____ Given entries

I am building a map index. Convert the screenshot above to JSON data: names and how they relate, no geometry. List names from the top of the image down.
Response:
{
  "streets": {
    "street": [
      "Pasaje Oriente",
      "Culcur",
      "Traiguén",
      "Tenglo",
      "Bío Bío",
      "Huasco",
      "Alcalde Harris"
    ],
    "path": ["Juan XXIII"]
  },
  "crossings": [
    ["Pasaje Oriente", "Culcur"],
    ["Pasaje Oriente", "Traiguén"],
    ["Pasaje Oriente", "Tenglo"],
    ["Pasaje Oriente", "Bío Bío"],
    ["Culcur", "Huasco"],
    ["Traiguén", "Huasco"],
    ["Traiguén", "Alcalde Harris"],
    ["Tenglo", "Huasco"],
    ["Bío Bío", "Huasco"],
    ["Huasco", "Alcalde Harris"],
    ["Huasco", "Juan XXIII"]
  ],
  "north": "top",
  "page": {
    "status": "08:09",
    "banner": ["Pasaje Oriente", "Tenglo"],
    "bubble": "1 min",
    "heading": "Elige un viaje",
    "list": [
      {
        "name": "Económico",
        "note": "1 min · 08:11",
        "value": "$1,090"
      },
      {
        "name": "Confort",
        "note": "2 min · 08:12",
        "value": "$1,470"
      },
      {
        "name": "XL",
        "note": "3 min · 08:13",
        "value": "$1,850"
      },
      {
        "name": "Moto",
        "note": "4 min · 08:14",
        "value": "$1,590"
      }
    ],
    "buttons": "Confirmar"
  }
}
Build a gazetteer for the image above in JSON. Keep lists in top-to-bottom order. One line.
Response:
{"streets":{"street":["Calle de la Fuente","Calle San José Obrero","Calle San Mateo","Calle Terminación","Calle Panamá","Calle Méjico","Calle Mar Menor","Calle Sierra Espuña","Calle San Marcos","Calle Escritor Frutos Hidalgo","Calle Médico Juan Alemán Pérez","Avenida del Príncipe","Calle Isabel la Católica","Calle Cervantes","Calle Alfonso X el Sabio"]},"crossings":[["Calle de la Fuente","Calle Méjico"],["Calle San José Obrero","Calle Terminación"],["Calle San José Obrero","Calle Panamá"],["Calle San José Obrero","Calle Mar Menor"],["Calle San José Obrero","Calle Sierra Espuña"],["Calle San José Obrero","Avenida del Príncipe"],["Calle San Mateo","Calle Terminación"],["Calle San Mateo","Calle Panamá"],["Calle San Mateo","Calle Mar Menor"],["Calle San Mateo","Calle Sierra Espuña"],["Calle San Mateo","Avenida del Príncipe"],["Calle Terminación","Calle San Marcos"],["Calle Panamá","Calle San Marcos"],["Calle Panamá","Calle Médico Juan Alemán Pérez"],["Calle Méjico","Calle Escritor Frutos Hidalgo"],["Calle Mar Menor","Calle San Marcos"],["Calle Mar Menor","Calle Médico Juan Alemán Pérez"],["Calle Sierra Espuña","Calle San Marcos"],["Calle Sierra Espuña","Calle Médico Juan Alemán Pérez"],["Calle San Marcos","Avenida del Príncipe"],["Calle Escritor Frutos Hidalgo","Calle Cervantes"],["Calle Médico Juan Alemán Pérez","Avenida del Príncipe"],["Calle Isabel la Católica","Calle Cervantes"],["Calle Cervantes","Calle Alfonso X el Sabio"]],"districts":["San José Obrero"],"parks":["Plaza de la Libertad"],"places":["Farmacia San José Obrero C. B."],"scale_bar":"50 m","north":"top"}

________

● Directions for this task:
Each entry above should be output again, precisely as given.

● Answer box:
I am building a map index. Convert the screenshot above to JSON data: names and how they relate, no geometry. List names from the top of the image down.
Response:
{
  "streets": {
    "street": [
      "Pasaje Oriente",
      "Culcur",
      "Traiguén",
      "Tenglo",
      "Bío Bío",
      "Huasco",
      "Alcalde Harris"
    ],
    "path": ["Juan XXIII"]
  },
  "crossings": [
    ["Pasaje Oriente", "Culcur"],
    ["Pasaje Oriente", "Traiguén"],
    ["Pasaje Oriente", "Tenglo"],
    ["Pasaje Oriente", "Bío Bío"],
    ["Culcur", "Huasco"],
    ["Traiguén", "Huasco"],
    ["Traiguén", "Alcalde Harris"],
    ["Tenglo", "Huasco"],
    ["Bío Bío", "Huasco"],
    ["Huasco", "Alcalde Harris"],
    ["Huasco", "Juan XXIII"]
  ],
  "north": "top",
  "page": {
    "status": "08:09",
    "banner": ["Pasaje Oriente", "Tenglo"],
    "bubble": "1 min",
    "heading": "Elige un viaje",
    "list": [
      {
        "name": "Económico",
        "note": "1 min · 08:11",
        "value": "$1,090"
      },
      {
        "name": "Confort",
        "note": "2 min · 08:12",
        "value": "$1,470"
      },
      {
        "name": "XL",
        "note": "3 min · 08:13",
        "value": "$1,850"
      },
      {
        "name": "Moto",
        "note": "4 min · 08:14",
        "value": "$1,590"
      }
    ],
    "buttons": "Confirmar"
  }
}
Build a gazetteer for the image above in JSON. Keep lists in top-to-bottom order. One line.
Response:
{"streets":{"street":["Calle de la Fuente","Calle San José Obrero","Calle San Mateo","Calle Terminación","Calle Panamá","Calle Méjico","Calle Mar Menor","Calle Sierra Espuña","Calle San Marcos","Calle Escritor Frutos Hidalgo","Calle Médico Juan Alemán Pérez","Avenida del Príncipe","Calle Isabel la Católica","Calle Cervantes","Calle Alfonso X el Sabio"]},"crossings":[["Calle de la Fuente","Calle Méjico"],["Calle San José Obrero","Calle Terminación"],["Calle San José Obrero","Calle Panamá"],["Calle San José Obrero","Calle Mar Menor"],["Calle San José Obrero","Calle Sierra Espuña"],["Calle San José Obrero","Avenida del Príncipe"],["Calle San Mateo","Calle Terminación"],["Calle San Mateo","Calle Panamá"],["Calle San Mateo","Calle Mar Menor"],["Calle San Mateo","Calle Sierra Espuña"],["Calle San Mateo","Avenida del Príncipe"],["Calle Terminación","Calle San Marcos"],["Calle Panamá","Calle San Marcos"],["Calle Panamá","Calle Médico Juan Alemán Pérez"],["Calle Méjico","Calle Escritor Frutos Hidalgo"],["Calle Mar Menor","Calle San Marcos"],["Calle Mar Menor","Calle Médico Juan Alemán Pérez"],["Calle Sierra Espuña","Calle San Marcos"],["Calle Sierra Espuña","Calle Médico Juan Alemán Pérez"],["Calle San Marcos","Avenida del Príncipe"],["Calle Escritor Frutos Hidalgo","Calle Cervantes"],["Calle Médico Juan Alemán Pérez","Avenida del Príncipe"],["Calle Isabel la Católica","Calle Cervantes"],["Calle Cervantes","Calle Alfonso X el Sabio"]],"districts":["San José Obrero"],"parks":["Plaza de la Libertad"],"places":["Farmacia San José Obrero C. B."],"scale_bar":"50 m","north":"top"}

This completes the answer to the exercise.